(AVAILABLE DATA begins)
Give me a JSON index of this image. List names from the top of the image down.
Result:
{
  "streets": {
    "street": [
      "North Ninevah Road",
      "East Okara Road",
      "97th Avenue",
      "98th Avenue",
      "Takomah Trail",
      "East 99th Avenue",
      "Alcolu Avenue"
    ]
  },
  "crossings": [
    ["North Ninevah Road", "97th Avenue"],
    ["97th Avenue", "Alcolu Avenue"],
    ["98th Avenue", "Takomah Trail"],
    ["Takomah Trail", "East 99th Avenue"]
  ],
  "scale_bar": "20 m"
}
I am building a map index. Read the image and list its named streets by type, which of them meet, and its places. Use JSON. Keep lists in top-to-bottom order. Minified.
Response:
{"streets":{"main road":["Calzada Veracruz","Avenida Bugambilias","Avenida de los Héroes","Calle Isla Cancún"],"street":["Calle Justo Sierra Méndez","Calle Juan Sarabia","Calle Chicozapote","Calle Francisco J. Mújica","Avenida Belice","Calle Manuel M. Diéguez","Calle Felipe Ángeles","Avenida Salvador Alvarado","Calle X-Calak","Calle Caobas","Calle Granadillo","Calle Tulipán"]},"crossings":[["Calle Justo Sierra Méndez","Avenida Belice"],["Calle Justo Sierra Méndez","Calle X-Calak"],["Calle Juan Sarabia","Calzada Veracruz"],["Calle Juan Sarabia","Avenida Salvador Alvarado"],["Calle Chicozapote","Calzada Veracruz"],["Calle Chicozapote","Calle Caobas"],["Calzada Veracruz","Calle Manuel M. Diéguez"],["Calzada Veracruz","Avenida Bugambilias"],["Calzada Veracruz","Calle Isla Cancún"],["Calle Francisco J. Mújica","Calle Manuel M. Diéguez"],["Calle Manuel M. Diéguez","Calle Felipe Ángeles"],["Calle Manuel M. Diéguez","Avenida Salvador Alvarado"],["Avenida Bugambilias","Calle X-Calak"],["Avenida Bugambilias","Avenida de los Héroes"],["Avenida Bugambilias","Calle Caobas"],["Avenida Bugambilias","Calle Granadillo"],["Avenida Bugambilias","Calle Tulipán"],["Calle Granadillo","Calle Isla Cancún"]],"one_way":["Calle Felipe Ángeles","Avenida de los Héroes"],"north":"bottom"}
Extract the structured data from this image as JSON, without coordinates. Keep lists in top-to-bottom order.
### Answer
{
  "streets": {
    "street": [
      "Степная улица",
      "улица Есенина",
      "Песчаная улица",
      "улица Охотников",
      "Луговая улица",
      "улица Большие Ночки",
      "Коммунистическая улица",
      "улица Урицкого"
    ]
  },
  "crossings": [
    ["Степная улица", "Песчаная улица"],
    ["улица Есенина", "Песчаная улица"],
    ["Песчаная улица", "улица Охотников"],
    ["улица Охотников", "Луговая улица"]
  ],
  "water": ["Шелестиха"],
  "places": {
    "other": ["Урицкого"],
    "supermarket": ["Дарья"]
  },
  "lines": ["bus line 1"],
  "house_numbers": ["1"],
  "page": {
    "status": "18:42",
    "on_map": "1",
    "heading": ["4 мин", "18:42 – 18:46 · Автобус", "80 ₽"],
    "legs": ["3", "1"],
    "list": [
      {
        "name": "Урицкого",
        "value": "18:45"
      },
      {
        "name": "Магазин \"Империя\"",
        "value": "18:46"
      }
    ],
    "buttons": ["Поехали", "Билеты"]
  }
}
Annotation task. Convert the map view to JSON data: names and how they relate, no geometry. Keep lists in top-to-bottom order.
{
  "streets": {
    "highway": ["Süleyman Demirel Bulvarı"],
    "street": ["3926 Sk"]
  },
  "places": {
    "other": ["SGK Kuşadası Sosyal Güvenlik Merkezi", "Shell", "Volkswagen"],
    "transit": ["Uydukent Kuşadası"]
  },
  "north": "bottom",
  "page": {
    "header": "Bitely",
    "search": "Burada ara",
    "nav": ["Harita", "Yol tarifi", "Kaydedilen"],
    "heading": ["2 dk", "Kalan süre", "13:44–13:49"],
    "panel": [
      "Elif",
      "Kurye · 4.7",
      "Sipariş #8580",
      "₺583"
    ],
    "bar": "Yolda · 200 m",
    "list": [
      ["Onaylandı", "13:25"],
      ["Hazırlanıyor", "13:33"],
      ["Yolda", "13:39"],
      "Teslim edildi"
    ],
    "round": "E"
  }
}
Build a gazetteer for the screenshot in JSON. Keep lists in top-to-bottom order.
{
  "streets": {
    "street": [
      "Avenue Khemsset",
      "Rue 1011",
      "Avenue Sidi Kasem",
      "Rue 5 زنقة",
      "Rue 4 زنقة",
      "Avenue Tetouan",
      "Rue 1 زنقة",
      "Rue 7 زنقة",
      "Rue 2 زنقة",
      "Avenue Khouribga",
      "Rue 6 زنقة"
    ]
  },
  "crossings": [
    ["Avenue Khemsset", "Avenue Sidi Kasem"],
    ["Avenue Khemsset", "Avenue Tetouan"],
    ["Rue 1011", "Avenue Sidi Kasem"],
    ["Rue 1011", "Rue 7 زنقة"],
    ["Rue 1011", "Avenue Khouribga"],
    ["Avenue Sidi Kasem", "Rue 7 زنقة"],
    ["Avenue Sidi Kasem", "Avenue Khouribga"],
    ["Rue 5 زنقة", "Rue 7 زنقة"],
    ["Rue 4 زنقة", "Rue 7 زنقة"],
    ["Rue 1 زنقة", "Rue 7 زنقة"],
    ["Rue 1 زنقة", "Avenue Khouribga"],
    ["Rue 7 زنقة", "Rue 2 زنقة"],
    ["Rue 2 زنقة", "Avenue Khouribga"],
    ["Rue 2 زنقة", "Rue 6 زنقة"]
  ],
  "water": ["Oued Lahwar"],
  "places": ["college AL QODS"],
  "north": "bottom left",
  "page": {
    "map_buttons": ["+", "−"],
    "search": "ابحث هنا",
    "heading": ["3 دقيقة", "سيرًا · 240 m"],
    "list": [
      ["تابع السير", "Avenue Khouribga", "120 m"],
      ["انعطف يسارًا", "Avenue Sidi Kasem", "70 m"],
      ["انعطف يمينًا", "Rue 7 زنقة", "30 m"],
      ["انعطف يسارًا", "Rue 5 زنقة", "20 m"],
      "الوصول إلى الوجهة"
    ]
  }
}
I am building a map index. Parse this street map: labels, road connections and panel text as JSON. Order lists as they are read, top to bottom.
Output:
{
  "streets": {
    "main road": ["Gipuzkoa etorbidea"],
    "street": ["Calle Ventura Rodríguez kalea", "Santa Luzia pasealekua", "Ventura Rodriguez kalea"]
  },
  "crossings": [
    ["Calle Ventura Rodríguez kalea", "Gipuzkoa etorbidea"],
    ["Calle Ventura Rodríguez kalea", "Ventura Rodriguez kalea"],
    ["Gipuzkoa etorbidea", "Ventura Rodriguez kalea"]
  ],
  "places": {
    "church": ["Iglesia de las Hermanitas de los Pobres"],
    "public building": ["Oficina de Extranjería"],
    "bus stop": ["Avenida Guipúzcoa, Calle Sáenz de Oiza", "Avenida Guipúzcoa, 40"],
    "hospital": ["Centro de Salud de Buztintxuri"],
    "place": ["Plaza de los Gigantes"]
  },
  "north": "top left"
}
(AVAILABLE DATA ends)
_WORK REQUEST_.
Please go through the data and copy each line containing the word "Охотников".

_RESULT_.
      "улица Охотников",
    ["Песчаная улица", "улица Охотников"],
    ["улица Охотников", "Луговая улица"]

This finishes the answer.